The experiments were done on animal models (adult male Sprague-Dawley rats and male mice mutant for leptin receptor), which were secured from 2 laboratories. The US National Institutes of Health guidelines were followed for animal care and experimental procedures, and the experiments were approved by the US National Institute on Aging Animal Care and Use Committee. All the animals had free access to food and water. The procedures in the various sections followed instructions in the “Supplementary methods.” Statistical analysis was done with SPSS version 11.0.
Significance was set at p<0.05. Graphs were generated with Graphpad Prism 4. The behavioral data were analyzed with repeated measures ANOVA and Tukey’s post hoc test.
The limitations have been mentioned, and guidelines for future researches have been added. A positive suggestion worth mentioning is that no study has demonstrated the effect of diabetes on learning-induced changes in hippocampal glucose metabolism.

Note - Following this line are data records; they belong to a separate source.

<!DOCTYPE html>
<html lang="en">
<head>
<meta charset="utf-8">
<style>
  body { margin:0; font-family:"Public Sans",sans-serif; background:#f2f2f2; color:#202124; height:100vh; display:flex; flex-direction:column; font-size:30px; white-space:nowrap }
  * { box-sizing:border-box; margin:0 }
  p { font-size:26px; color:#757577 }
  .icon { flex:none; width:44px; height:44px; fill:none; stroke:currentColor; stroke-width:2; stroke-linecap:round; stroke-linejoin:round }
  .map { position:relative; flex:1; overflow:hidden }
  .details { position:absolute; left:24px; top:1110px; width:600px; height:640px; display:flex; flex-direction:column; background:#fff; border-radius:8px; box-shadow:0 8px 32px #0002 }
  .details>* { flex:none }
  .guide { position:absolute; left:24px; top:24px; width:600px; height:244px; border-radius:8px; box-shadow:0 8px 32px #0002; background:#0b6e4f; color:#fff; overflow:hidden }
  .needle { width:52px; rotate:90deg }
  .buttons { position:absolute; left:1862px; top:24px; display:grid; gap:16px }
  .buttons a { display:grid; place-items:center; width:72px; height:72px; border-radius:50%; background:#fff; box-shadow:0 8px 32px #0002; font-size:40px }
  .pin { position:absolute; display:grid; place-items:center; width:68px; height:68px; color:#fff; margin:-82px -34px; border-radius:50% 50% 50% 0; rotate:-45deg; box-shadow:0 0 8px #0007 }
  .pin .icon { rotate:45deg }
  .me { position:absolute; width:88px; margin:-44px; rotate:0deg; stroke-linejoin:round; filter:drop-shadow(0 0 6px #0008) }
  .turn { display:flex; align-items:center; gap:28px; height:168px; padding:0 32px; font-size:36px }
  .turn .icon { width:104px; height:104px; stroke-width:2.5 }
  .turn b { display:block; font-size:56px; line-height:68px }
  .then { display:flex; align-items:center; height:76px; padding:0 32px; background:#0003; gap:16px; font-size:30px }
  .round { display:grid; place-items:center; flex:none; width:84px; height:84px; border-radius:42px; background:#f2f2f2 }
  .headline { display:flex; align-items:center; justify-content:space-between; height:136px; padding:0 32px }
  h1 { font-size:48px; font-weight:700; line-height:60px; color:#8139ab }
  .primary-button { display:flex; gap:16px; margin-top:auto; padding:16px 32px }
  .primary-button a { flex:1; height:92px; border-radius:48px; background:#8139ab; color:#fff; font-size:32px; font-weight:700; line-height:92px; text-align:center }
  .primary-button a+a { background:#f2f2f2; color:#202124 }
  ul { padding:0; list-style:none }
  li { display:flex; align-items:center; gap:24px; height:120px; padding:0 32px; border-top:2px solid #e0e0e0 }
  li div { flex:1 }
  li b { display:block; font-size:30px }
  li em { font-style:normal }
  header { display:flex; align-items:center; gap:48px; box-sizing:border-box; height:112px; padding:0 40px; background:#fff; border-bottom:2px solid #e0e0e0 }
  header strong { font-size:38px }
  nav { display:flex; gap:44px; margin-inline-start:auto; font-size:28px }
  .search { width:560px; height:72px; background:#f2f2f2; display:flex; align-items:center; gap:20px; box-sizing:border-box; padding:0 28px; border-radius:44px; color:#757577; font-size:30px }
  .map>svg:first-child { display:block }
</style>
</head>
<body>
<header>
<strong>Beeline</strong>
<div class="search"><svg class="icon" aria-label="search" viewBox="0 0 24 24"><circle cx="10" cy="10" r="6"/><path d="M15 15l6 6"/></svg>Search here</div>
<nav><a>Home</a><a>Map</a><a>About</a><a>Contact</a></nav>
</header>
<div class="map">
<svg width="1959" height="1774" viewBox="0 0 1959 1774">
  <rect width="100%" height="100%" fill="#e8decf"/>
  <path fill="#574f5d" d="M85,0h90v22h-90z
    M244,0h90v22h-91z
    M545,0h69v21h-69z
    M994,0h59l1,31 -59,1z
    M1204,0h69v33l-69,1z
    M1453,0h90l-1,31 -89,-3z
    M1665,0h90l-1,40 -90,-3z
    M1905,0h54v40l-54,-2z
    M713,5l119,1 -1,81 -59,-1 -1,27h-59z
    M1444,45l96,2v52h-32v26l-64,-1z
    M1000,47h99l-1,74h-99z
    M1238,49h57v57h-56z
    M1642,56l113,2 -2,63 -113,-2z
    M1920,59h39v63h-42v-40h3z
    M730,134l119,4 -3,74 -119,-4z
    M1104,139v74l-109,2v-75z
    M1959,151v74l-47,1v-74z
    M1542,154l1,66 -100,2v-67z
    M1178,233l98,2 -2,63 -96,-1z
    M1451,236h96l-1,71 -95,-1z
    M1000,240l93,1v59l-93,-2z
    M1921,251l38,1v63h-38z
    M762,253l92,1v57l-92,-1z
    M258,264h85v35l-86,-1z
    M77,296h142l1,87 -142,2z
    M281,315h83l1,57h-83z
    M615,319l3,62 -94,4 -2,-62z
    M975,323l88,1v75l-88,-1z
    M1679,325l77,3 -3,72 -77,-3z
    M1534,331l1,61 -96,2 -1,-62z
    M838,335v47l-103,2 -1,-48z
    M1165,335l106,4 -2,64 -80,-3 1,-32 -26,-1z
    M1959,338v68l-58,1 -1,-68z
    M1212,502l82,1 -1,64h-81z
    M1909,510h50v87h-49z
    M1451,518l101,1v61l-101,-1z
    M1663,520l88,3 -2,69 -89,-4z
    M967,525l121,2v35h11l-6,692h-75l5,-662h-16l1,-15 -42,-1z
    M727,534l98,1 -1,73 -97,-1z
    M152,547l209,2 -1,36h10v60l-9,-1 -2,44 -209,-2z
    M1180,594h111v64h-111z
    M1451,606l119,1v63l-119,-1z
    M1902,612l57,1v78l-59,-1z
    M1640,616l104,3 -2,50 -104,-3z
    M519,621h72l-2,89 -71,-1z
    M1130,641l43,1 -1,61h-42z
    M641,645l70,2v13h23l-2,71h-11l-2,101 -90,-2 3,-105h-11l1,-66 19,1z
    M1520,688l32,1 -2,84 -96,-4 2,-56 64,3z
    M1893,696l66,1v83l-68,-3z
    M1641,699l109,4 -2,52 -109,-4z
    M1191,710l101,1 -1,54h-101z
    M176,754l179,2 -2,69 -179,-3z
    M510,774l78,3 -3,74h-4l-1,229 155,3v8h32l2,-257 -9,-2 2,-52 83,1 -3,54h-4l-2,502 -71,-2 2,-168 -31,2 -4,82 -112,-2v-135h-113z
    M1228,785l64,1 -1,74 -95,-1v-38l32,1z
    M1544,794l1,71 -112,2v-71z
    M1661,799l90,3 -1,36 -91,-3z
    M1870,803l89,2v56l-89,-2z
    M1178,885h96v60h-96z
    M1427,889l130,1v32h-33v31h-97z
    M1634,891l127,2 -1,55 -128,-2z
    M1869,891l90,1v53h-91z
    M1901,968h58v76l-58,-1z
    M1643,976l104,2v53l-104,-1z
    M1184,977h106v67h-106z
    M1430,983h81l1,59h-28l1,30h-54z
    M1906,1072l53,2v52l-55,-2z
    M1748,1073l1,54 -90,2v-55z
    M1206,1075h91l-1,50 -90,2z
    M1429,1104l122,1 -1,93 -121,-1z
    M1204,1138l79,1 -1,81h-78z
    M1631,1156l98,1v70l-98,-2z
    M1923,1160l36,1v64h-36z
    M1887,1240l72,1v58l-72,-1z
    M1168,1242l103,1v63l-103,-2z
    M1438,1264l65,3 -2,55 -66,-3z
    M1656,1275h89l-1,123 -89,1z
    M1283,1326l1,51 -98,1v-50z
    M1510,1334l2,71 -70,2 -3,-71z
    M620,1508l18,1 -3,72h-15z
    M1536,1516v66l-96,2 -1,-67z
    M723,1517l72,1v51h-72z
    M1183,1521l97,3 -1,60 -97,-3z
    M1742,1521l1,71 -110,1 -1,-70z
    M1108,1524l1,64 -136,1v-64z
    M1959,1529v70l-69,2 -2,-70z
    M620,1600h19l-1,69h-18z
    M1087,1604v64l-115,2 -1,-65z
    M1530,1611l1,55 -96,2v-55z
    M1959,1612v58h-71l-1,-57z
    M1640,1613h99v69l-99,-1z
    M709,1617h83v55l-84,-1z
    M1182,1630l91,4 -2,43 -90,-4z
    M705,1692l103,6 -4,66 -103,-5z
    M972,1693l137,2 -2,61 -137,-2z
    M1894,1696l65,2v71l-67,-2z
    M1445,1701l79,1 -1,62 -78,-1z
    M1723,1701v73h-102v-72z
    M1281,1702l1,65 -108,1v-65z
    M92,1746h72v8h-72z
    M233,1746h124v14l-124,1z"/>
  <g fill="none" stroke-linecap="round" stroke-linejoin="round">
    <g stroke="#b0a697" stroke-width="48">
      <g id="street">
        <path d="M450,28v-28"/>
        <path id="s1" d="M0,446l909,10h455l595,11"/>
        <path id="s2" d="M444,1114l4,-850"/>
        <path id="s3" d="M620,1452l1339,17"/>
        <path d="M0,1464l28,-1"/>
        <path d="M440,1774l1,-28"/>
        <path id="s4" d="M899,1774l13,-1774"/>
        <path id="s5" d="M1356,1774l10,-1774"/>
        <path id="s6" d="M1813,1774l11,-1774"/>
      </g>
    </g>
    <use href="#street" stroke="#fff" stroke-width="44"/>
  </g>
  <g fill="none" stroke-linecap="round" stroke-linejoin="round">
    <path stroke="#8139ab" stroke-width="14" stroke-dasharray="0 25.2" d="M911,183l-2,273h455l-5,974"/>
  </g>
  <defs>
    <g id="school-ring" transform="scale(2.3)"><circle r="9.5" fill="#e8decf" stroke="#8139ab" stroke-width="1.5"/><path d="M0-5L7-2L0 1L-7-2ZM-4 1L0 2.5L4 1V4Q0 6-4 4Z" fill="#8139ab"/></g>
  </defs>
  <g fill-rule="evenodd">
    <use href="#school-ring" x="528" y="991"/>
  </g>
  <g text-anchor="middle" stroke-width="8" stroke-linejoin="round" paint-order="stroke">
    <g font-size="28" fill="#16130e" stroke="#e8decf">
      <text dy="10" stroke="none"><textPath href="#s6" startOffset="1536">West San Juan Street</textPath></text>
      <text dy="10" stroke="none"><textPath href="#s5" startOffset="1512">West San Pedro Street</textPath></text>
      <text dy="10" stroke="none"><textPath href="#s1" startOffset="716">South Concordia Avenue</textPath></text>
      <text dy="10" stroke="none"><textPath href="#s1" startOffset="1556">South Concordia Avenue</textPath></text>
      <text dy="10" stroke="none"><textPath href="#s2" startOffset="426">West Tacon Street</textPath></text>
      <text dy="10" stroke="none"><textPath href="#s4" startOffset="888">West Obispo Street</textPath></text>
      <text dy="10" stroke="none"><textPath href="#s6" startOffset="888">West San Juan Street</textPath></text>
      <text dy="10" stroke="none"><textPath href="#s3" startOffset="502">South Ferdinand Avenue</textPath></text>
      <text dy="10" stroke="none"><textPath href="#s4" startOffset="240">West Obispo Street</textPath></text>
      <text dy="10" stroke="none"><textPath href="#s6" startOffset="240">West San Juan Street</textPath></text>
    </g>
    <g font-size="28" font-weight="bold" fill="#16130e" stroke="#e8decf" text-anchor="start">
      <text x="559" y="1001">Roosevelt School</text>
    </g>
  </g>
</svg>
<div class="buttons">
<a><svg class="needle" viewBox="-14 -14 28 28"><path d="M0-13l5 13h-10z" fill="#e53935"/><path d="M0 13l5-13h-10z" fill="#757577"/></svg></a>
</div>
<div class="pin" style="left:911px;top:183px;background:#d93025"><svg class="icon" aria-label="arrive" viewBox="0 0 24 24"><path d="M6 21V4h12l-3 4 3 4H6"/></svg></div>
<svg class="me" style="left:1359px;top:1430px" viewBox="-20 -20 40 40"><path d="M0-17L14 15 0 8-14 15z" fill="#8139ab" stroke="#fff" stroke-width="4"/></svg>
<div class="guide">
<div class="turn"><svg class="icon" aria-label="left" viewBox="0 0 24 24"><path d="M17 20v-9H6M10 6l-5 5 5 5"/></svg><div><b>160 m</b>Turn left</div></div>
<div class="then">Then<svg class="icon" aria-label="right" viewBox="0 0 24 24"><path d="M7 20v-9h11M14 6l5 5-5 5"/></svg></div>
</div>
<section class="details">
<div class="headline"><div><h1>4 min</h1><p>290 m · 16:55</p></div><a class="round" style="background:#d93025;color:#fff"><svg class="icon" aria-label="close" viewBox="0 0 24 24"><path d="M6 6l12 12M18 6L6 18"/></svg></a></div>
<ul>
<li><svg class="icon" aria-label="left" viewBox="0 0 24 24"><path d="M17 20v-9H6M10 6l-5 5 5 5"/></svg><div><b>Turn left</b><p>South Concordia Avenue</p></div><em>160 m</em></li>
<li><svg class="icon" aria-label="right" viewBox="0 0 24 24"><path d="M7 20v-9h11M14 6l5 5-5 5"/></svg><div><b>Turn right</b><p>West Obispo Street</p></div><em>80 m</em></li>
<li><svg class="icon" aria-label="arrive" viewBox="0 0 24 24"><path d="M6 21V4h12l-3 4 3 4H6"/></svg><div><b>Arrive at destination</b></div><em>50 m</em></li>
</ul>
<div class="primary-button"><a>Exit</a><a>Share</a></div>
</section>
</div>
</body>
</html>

Moreover, studies that have been done on animal models need to be replicated in humans.
References
Issa, A., Gauthier, S. & Meaney, M.J.; (1990), “ Hypothalamic-pituitary-adrenal activity in aged cognitively impaired and cognitively unimpaired aged rats” Journal of Neurosci. 10, 3247–3254 (1990).
Karst, H. Y.; Karten, J. G.; Reichardt, H. M.; de Kloet, E. R.; Schütz, G. and Joëls, M., “Corticosteroid actions in hippocampus require DNA binding of glucocorticoid receptor homodimers”, Nature neuroscience, Vol 3, No.10, 2000, Nature America Inc.
Lupien, Sonia J.; de Leon, Mony; de Santi, Susan; Convit, Antonio; Tarshish, Chaim and Nair, N.P.V. et al, “Cortisol levels during human aging predict hippocampal atrophy and memory deficits”, Nature Neuroscience, Vol 1, No. 1, 1998, Nature America Inc.